[Stored data]
--

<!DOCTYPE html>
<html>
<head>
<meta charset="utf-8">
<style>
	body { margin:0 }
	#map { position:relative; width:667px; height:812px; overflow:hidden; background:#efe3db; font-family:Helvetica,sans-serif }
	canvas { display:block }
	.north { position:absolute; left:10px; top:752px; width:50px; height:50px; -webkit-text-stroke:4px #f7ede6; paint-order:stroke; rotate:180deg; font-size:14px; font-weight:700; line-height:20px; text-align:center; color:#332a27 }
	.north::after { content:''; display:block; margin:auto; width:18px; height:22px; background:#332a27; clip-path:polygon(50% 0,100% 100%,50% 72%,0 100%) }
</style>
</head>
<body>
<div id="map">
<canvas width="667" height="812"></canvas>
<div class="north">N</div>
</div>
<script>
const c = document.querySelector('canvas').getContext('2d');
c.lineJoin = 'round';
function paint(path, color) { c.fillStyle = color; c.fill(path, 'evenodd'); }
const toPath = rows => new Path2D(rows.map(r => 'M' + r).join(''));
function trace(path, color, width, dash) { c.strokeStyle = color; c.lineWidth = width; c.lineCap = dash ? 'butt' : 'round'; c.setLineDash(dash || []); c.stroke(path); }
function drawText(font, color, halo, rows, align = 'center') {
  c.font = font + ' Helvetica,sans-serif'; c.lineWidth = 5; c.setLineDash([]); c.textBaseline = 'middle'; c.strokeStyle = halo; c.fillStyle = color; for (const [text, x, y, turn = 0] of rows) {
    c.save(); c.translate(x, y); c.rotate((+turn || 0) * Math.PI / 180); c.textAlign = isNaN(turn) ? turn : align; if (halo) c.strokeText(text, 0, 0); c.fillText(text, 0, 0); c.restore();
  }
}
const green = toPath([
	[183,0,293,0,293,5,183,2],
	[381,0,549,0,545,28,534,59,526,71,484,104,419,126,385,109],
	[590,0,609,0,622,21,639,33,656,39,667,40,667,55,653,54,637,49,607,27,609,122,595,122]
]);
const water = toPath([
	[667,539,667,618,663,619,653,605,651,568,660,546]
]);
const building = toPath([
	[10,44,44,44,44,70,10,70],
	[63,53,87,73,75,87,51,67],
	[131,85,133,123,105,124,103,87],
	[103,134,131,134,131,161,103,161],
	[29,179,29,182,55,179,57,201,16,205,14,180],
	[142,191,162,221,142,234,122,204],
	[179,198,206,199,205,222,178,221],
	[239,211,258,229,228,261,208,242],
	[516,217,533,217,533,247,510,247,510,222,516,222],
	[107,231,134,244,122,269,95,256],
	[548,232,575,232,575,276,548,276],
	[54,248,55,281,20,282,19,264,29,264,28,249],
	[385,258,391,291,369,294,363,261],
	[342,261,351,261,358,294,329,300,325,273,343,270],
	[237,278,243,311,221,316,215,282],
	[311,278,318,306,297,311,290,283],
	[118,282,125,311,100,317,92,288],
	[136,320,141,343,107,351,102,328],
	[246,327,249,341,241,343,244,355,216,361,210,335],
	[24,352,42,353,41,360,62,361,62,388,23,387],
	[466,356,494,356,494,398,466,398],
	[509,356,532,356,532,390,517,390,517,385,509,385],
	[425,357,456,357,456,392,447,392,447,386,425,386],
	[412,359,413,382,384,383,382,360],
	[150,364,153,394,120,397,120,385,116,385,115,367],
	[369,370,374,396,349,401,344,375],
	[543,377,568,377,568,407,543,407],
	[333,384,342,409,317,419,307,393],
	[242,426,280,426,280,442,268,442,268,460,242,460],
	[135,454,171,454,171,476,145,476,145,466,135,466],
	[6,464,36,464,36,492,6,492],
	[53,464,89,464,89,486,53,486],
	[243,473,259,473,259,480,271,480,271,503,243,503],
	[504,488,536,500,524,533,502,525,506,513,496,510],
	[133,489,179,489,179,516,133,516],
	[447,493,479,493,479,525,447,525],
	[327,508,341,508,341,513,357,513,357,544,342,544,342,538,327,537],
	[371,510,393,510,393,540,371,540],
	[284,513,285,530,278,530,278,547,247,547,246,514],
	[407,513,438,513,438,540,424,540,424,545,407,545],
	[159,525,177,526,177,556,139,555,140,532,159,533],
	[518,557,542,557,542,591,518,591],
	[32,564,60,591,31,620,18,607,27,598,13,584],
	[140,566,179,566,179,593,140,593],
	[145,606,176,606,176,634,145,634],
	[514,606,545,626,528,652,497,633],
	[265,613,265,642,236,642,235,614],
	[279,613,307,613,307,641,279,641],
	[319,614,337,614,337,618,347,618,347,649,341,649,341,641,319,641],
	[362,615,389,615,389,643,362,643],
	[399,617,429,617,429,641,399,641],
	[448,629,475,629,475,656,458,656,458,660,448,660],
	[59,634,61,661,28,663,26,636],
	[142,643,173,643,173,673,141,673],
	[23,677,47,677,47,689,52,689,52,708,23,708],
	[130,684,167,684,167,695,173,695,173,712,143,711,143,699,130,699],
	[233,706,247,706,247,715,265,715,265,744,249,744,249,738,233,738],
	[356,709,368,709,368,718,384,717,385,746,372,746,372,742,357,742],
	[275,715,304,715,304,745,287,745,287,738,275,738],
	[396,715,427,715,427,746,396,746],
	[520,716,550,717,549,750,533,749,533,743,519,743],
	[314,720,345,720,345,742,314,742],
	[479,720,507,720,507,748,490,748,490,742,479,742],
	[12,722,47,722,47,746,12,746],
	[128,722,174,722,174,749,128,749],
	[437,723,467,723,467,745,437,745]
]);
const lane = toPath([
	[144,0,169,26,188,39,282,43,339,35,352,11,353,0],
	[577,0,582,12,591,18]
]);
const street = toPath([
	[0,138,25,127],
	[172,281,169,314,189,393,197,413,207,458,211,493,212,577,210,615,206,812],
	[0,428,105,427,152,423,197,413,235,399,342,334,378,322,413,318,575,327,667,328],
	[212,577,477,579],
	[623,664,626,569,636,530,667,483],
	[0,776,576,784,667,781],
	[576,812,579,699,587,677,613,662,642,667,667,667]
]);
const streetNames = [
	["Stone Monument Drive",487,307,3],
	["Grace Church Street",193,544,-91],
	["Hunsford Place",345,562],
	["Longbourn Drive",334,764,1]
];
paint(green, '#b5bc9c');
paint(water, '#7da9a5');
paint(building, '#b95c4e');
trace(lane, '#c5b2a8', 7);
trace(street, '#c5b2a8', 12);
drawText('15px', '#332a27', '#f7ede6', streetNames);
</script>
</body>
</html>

--

Task requirements: What are the lines above that hold the string "turn"? Copy them.

Response to the exercise:
  c.font = font + ' Helvetica,sans-serif'; c.lineWidth = 5; c.setLineDash([]); c.textBaseline = 'middle'; c.strokeStyle = halo; c.fillStyle = color; for (const [text, x, y, turn = 0] of rows) {
    c.save(); c.translate(x, y); c.rotate((+turn || 0) * Math.PI / 180); c.textAlign = isNaN(turn) ? turn : align; if (halo) c.strokeText(text, 0, 0); c.fillText(text, 0, 0); c.restore();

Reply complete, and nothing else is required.